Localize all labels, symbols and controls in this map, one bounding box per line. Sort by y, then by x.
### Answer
□ □ □ □ □ □ □
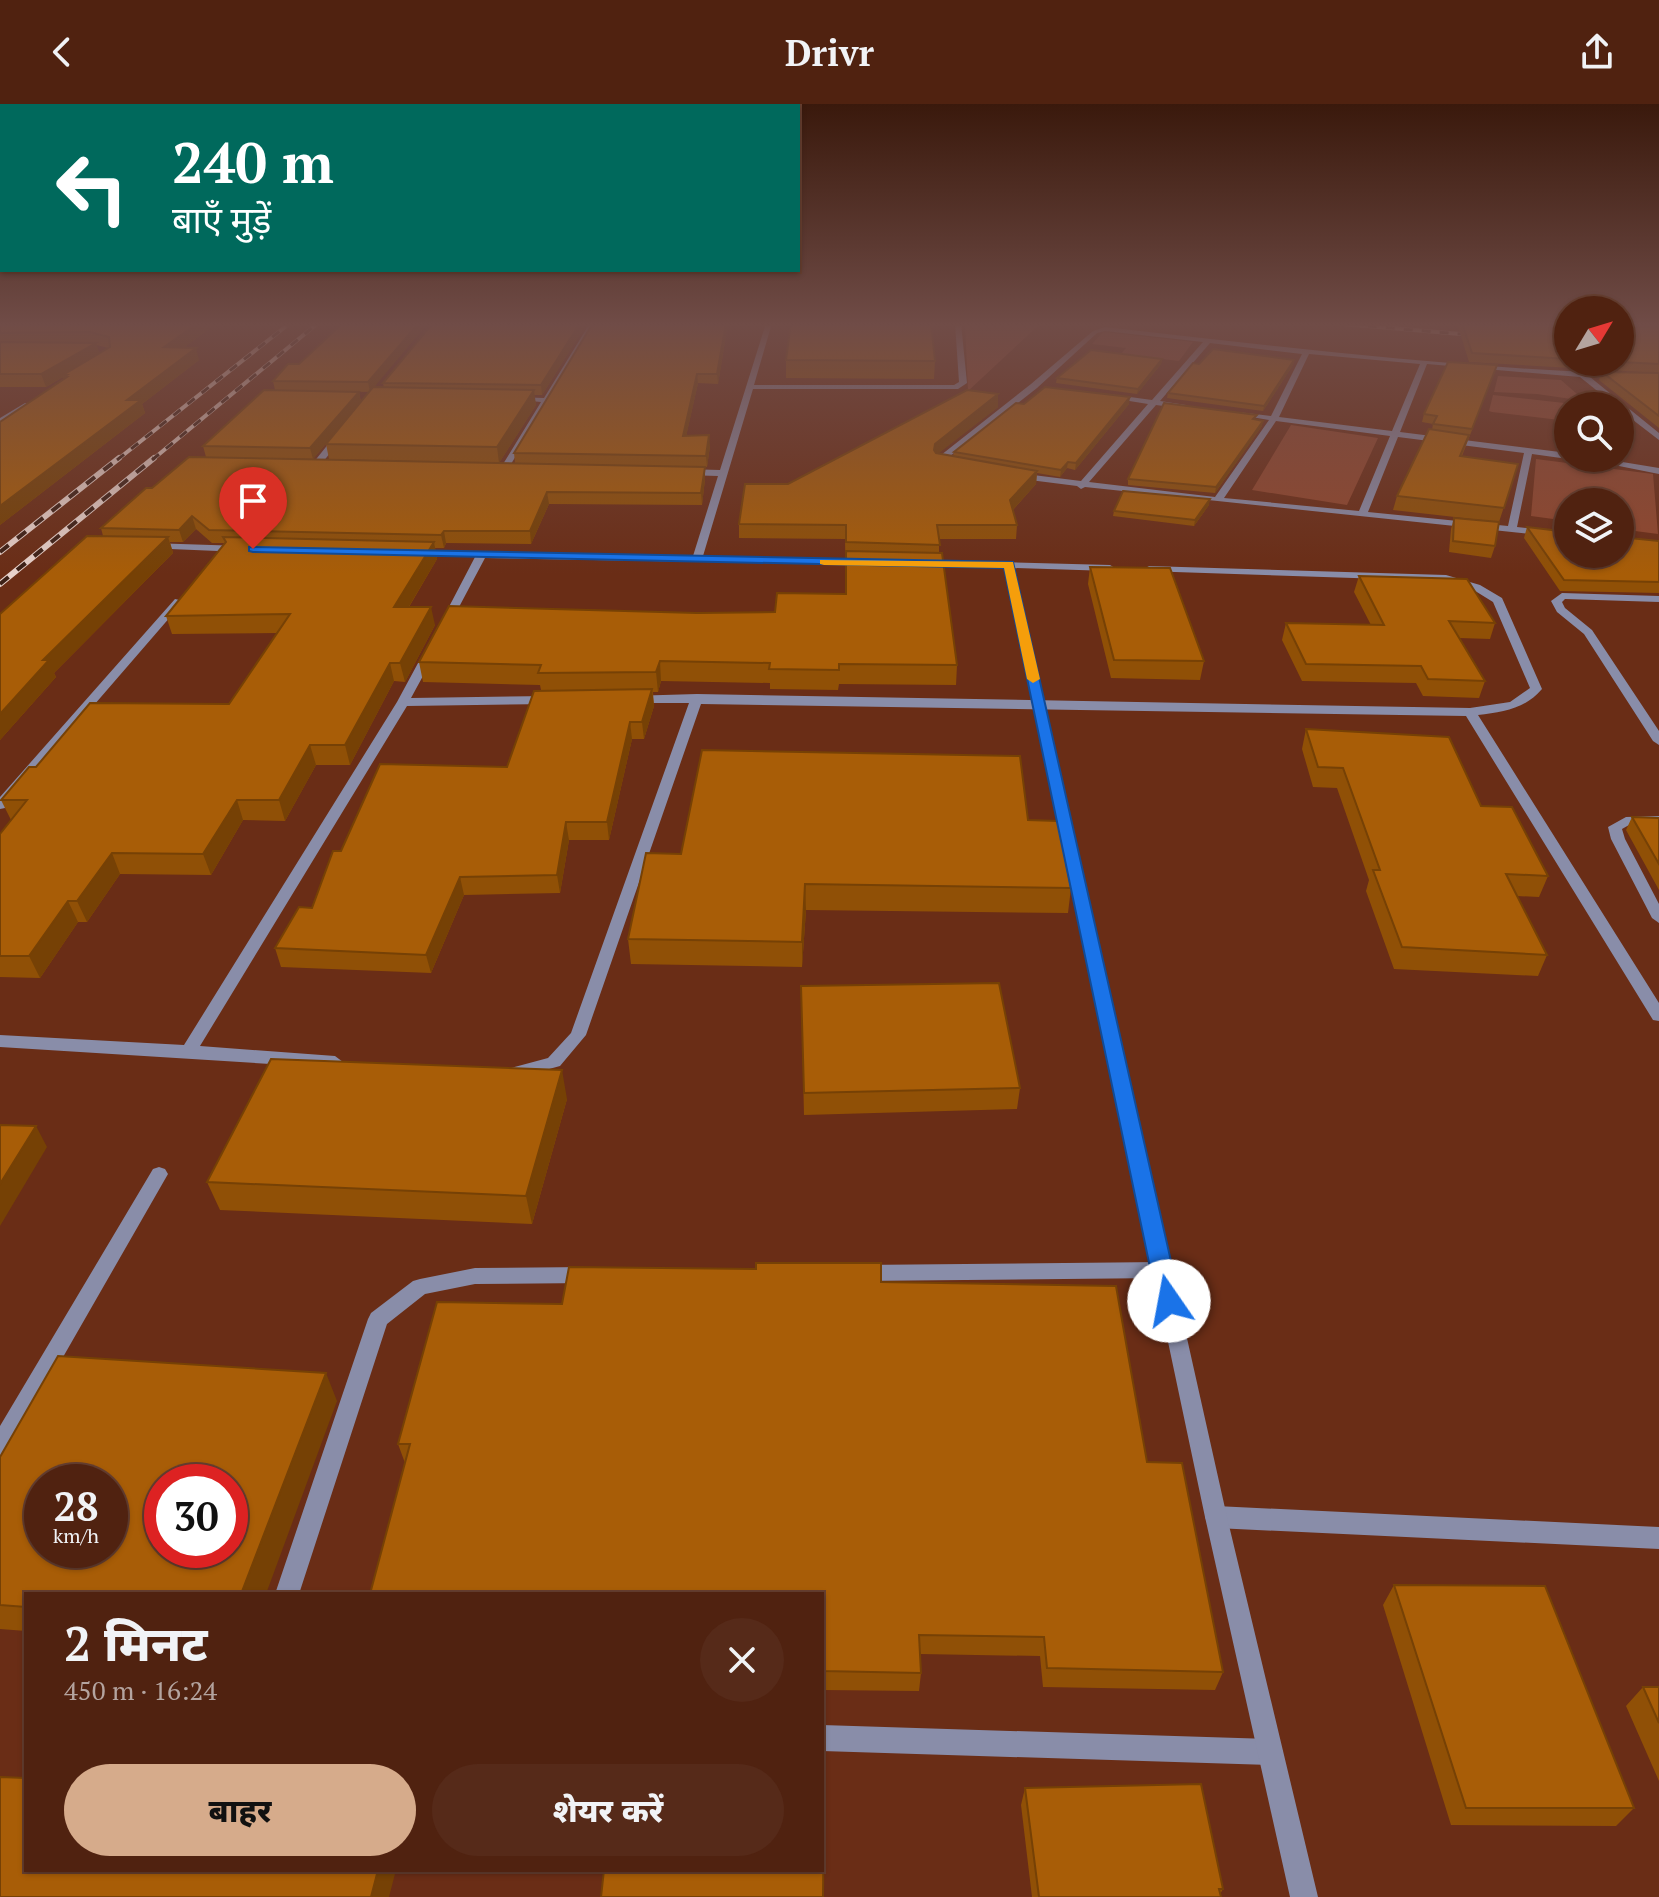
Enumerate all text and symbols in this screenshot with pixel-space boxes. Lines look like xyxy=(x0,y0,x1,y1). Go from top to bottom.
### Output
□ □ □ □ □ □ □
[ASSIGNMENT]:
Show all lines above holding "symbols".

[ANSWER SPACE]:
Localize all labels, symbols and controls in this map, one bounding box per line. Sort by y, then by x.
Enumerate all text and symbols in this screenshot with pixel-space boxes. Lines look like xyxy=(x0,y0,x1,y1). Go from top to bottom.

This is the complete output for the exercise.